Task: Which of the lines in the records below hold the string "labels"? Copy every one of them.

BEGIN

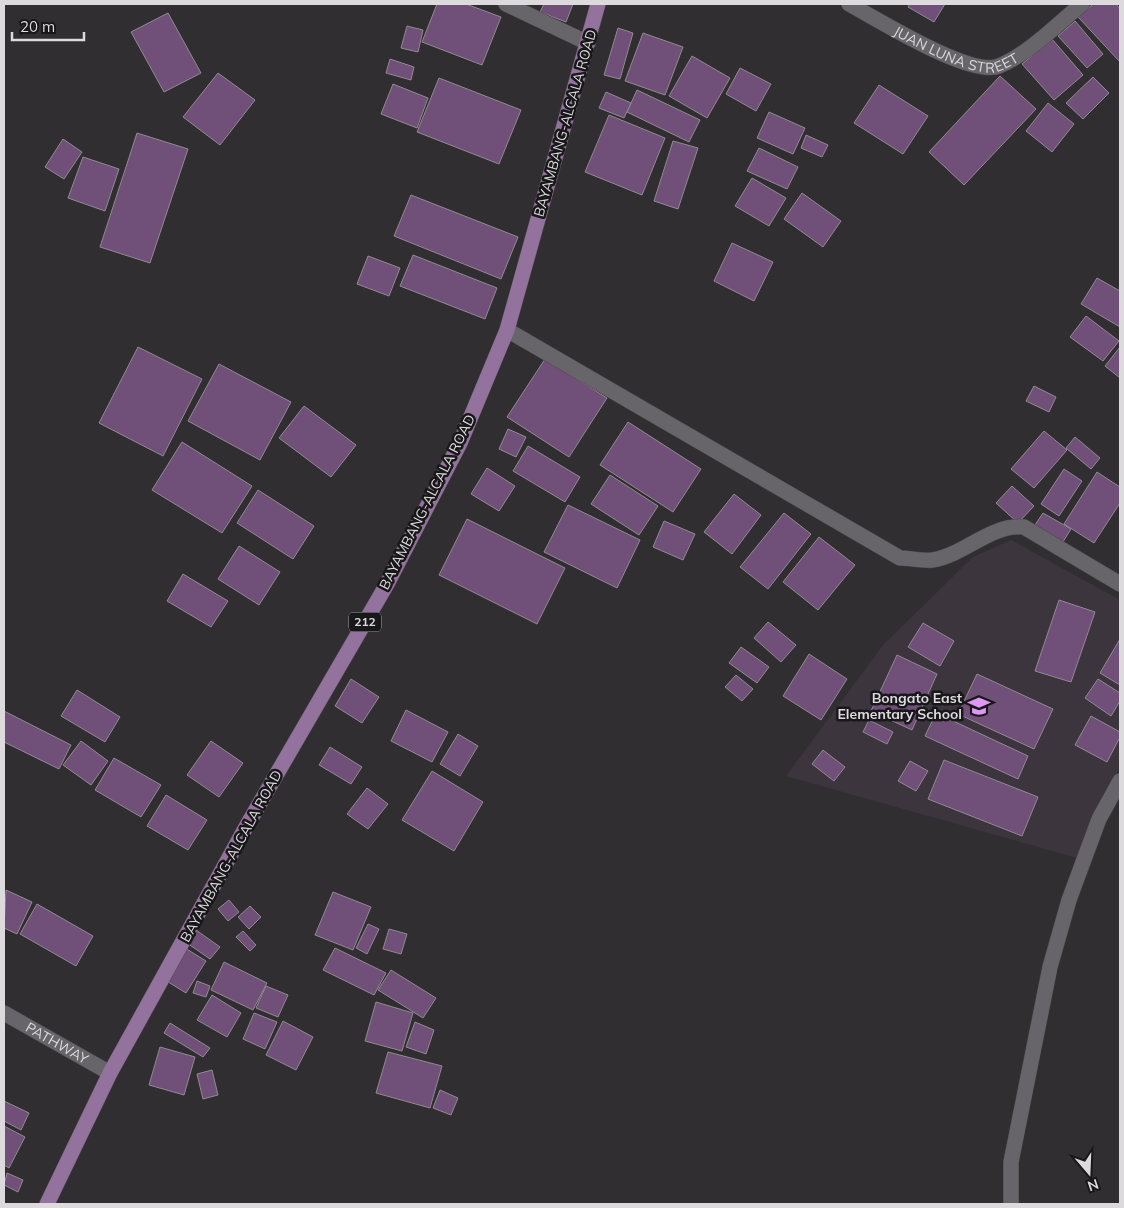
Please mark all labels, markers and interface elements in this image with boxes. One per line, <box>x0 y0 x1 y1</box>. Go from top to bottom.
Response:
scale bar <box>12 10 85 42</box>
text: 20 m <box>20 17 55 36</box>
street label: JUAN LUNA STREET <box>890 22 1022 77</box>
street label: BAYAMBANG-ALCALA ROAD <box>530 27 600 219</box>
street label: BAYAMBANG-ALCALA ROAD <box>375 411 479 593</box>
road number: 212 <box>349 612 381 632</box>
place label: Bongato East Elementary School <box>838 689 963 723</box>
school or university icon: Bongato East Elementary School <box>966 693 992 719</box>
street label: BAYAMBANG-ALCALA ROAD <box>176 767 286 945</box>
street label: PATHWAY <box>23 1018 92 1068</box>
north arrow <box>1064 1148 1114 1198</box>
text: N <box>1085 1175 1101 1196</box>

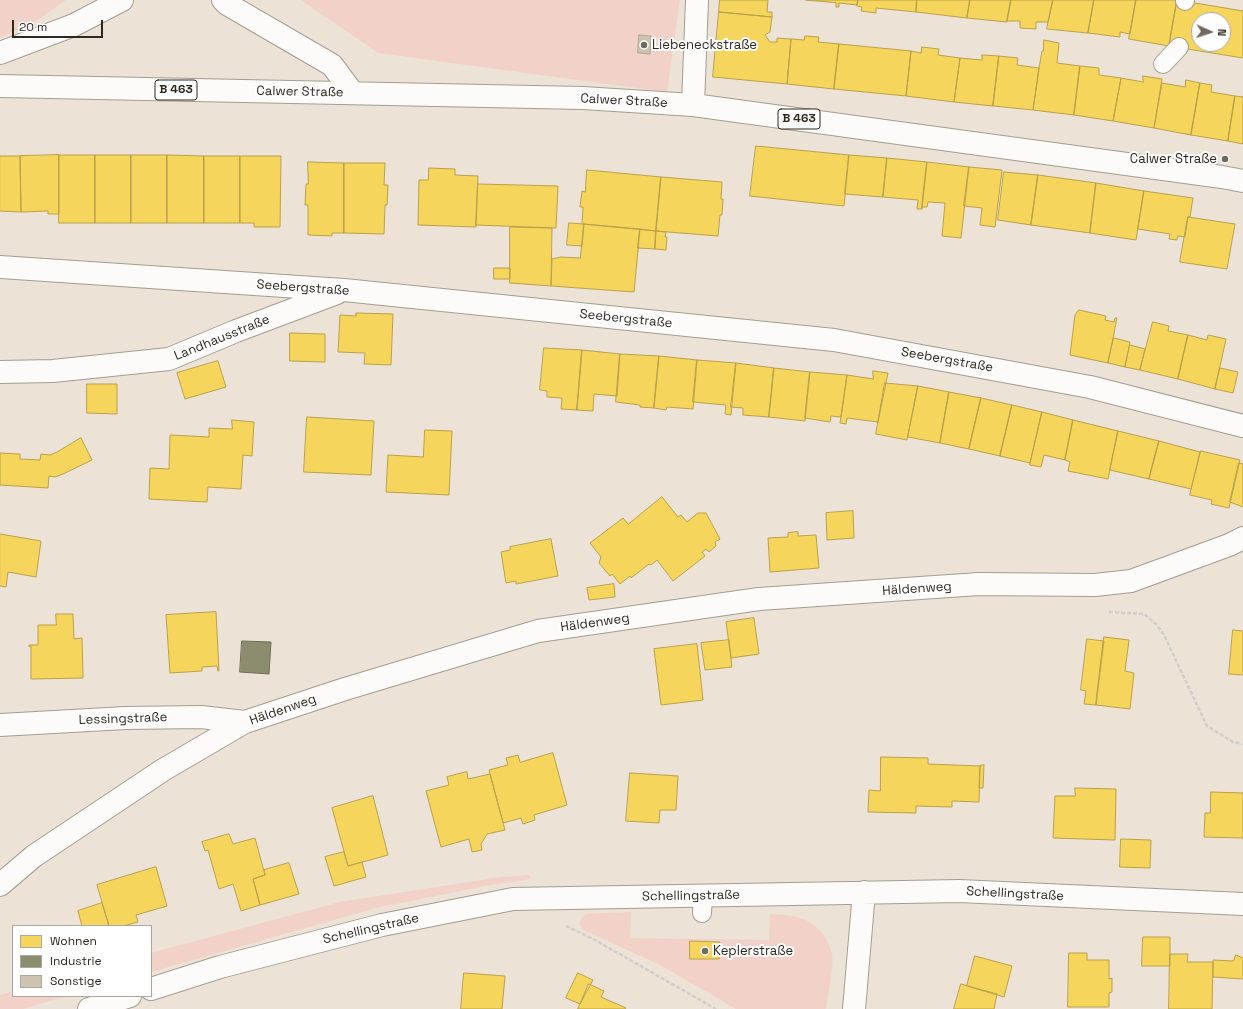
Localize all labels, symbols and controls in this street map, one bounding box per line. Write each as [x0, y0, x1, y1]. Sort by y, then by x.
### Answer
scale bar [14, 12, 105, 38]
north arrow [1191, 12, 1231, 52]
text: 20 m [19, 19, 47, 35]
text: N [1215, 29, 1229, 37]
place label: Liebeneckstraße [652, 37, 757, 53]
marker: Liebeneckstraße [639, 40, 649, 50]
road number: B 463 [155, 80, 197, 100]
street label: Calwer Straße [256, 83, 344, 101]
street label: Calwer Straße [580, 91, 668, 111]
road number: B 463 [778, 109, 820, 129]
place label: Calwer Straße [1130, 151, 1217, 167]
marker: Calwer Straße [1220, 154, 1230, 164]
street label: Seebergstraße [256, 277, 350, 299]
street label: Seebergstraße [579, 306, 673, 332]
street label: Landhausstraße [172, 312, 272, 364]
street label: Seebergstraße [900, 344, 994, 376]
street label: Häldenweg [882, 579, 952, 599]
street label: Häldenweg [560, 610, 630, 636]
street label: Häldenweg [248, 691, 318, 729]
street label: Lessingstraße [78, 710, 168, 728]
street label: Schellingstraße [966, 884, 1064, 904]
street label: Schellingstraße [642, 887, 740, 905]
street label: Schellingstraße [322, 910, 420, 948]
legend [12, 925, 152, 997]
text: Wohnen [50, 933, 97, 949]
place label: Keplerstraße [713, 943, 793, 959]
marker: Keplerstraße [700, 946, 710, 956]
text: Industrie [50, 953, 102, 969]
text: Sonstige [50, 973, 102, 989]

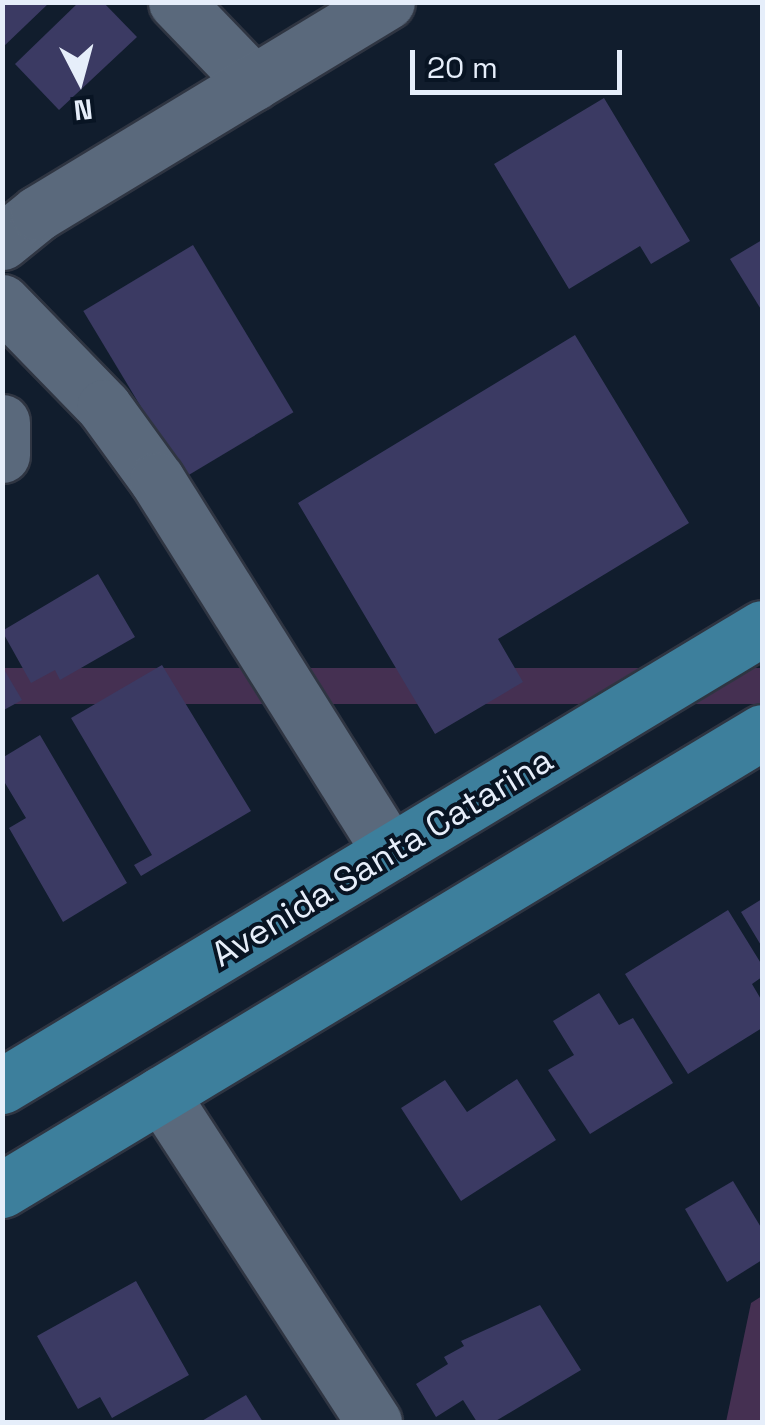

END

Exercise answer:
Please mark all labels, markers and interface elements in this image with boxes. One per line, <box>x0 y0 x1 y1</box>. Go from top to bottom.
Localize all labels, symbols and controls in this street map, one bounding box per line. Write each as [x0, y0, x1, y1]. Sort by y, then by x.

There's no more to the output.